What is expected –
Each line containing the string "image" should be copied out of the entries.

Information –
━━━━━━━━━━━━━━━━
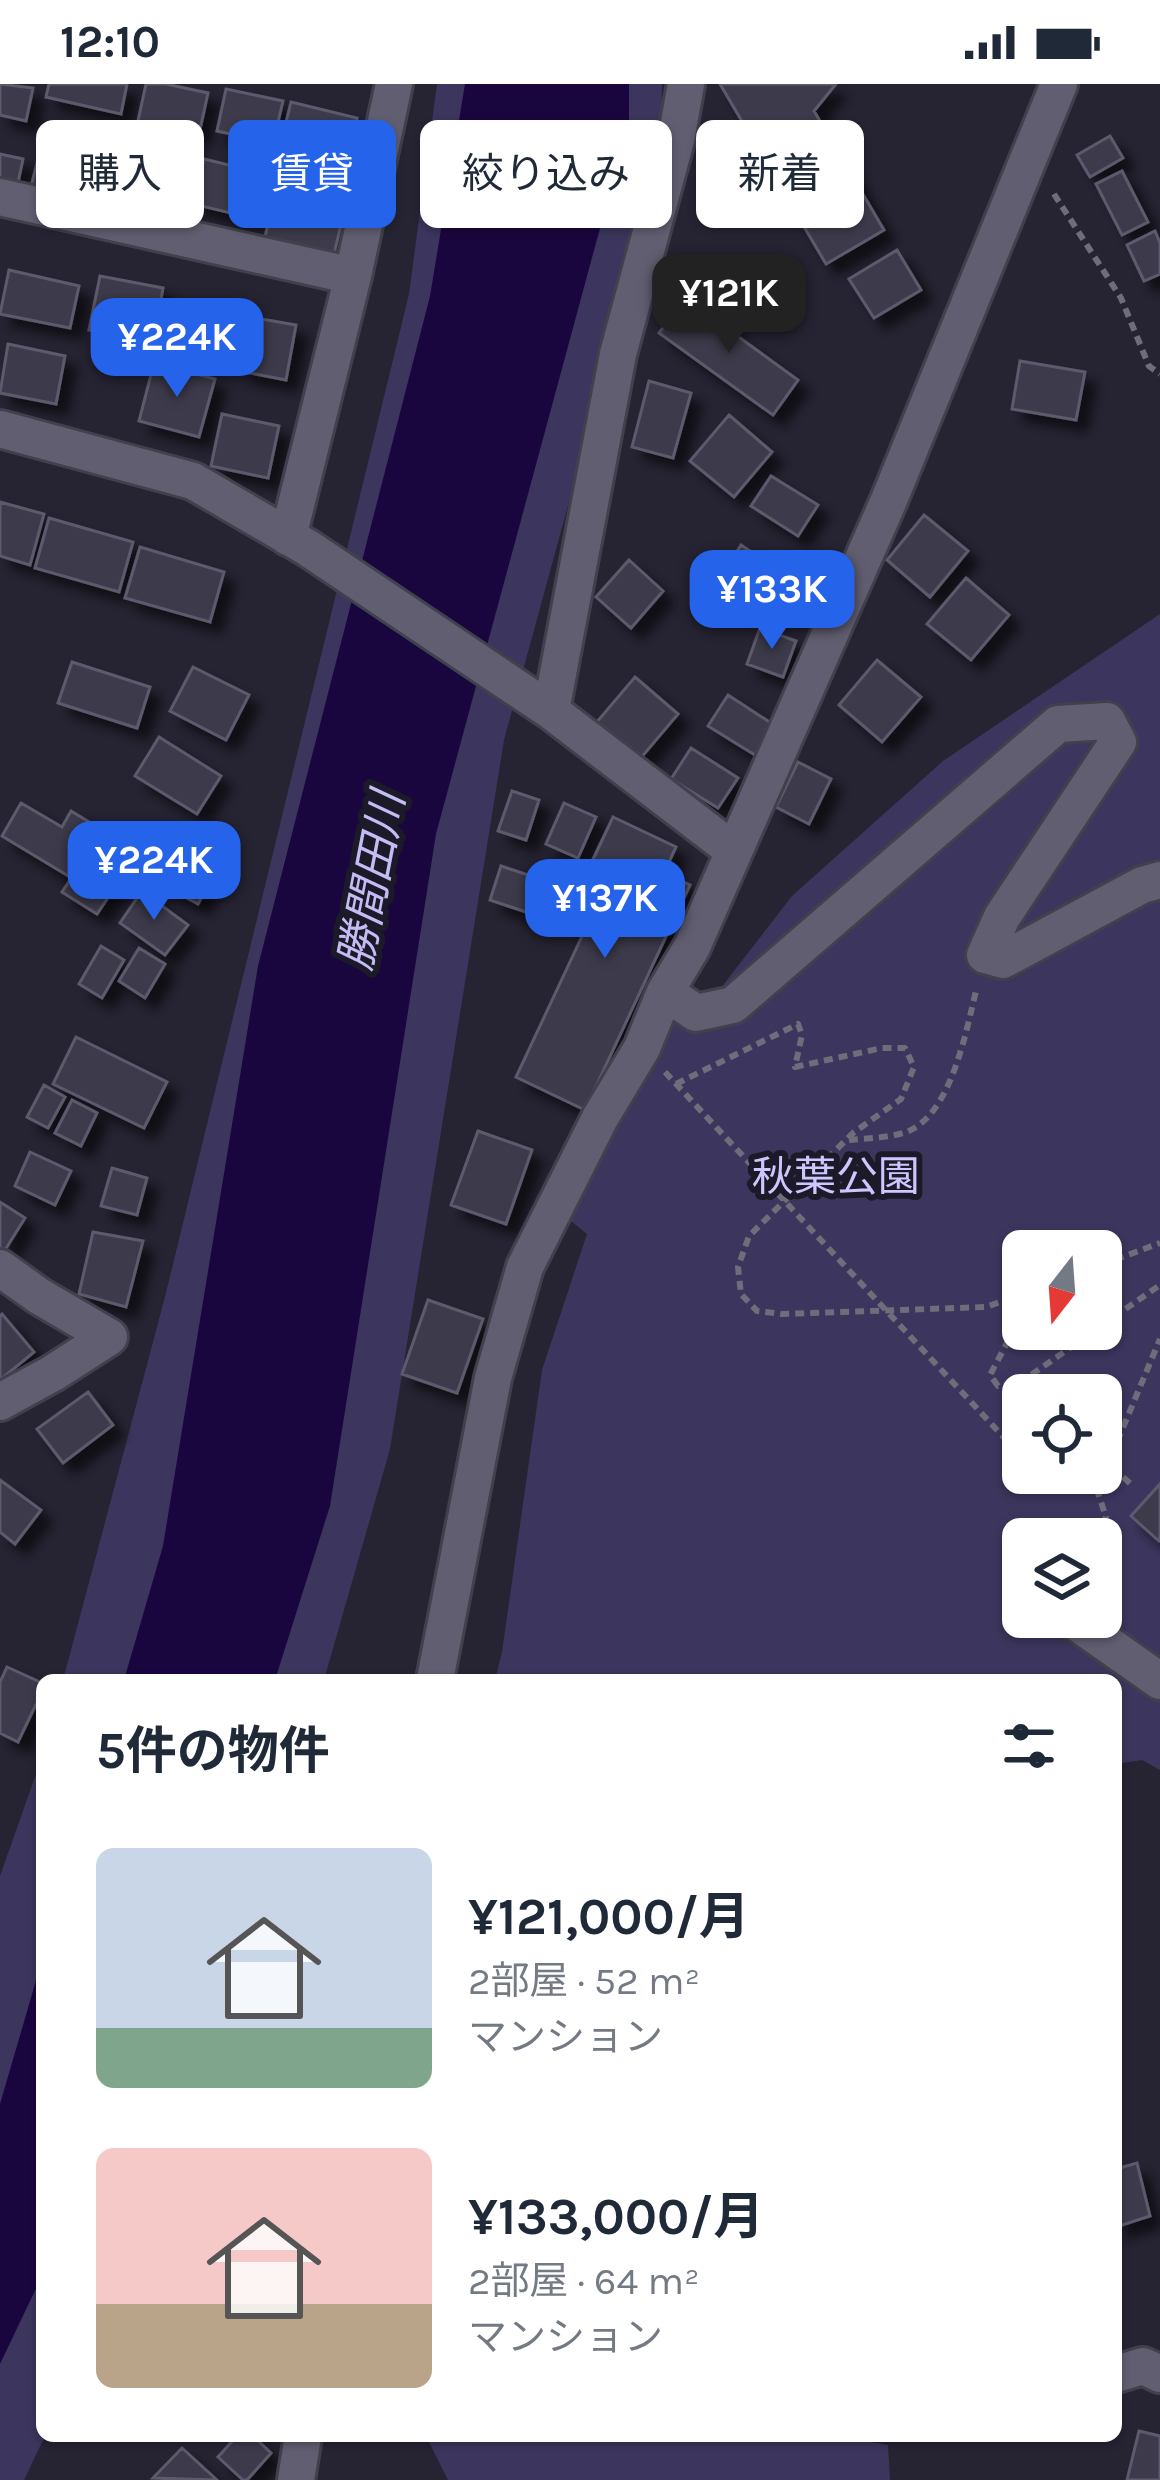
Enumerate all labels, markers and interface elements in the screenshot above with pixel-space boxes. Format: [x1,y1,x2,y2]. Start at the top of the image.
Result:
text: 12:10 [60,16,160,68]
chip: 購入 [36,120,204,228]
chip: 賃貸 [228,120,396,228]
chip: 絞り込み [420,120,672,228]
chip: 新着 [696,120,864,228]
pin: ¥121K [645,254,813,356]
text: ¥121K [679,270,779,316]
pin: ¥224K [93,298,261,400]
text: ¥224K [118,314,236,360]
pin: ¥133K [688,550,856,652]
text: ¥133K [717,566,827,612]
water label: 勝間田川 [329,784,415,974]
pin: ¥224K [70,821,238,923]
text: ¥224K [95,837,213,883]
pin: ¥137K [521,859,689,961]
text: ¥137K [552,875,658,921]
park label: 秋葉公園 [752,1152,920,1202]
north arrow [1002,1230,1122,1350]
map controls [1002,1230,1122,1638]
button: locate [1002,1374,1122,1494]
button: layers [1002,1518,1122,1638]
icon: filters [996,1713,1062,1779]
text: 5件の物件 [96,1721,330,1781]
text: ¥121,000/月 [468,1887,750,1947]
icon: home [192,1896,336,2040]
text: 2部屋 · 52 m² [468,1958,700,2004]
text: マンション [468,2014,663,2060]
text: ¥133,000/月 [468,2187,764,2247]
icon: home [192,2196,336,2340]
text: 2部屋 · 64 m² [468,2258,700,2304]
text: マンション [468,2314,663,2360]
━━━━━━━━━━━━━━━━
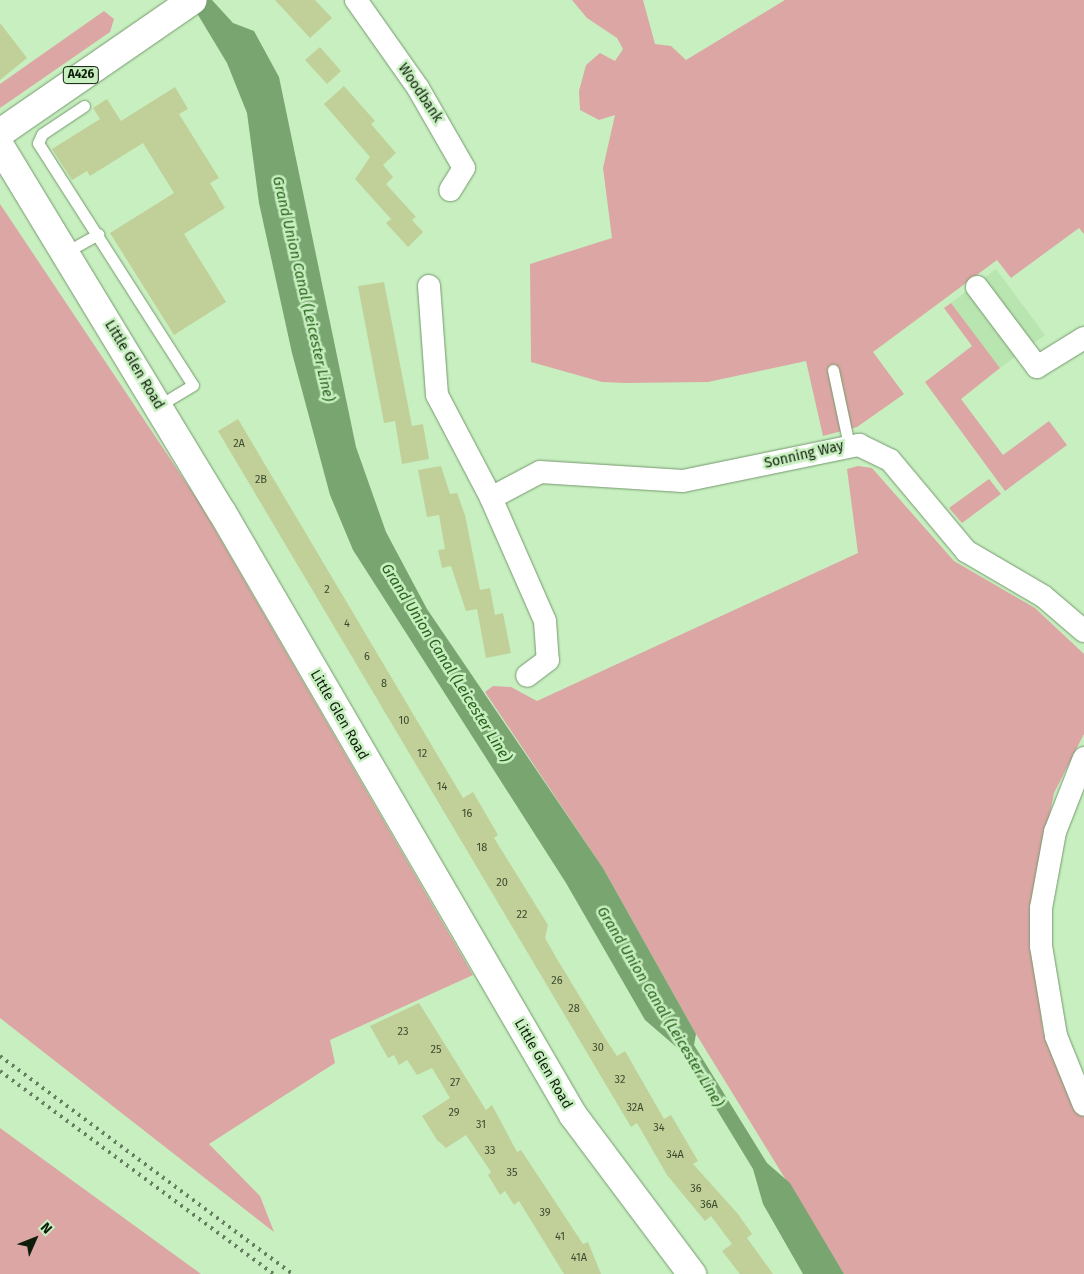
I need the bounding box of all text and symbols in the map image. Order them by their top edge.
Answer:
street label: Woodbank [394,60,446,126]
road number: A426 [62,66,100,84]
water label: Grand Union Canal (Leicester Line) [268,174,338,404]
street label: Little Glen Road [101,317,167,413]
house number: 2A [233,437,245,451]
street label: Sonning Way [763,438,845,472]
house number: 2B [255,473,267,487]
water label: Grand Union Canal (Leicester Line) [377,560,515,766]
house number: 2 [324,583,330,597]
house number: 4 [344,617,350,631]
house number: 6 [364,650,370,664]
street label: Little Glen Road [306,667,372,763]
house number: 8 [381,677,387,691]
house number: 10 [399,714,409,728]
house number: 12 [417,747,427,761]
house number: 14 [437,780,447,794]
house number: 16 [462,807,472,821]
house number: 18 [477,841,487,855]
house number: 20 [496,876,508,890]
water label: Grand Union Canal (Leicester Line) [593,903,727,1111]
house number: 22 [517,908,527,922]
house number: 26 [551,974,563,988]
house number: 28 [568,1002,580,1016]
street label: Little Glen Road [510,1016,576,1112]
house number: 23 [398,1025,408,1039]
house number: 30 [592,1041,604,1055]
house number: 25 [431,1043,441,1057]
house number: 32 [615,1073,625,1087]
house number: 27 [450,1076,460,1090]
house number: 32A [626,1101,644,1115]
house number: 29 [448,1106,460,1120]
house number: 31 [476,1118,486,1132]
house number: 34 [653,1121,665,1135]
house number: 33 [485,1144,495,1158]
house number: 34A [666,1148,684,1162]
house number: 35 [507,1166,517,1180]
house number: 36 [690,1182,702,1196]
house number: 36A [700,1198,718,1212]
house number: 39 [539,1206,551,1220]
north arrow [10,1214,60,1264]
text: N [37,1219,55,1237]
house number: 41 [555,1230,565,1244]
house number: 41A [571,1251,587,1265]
━━━━━━━━━━━━━━━━
Expected output –
Enumerate all labels, markers and interface elements in the screenshot above with pixel-space boxes. Format: [x1,y1,x2,y2]. Start at the top of the image.
I need the bounding box of all text and symbols in the map image. Order them by their top edge.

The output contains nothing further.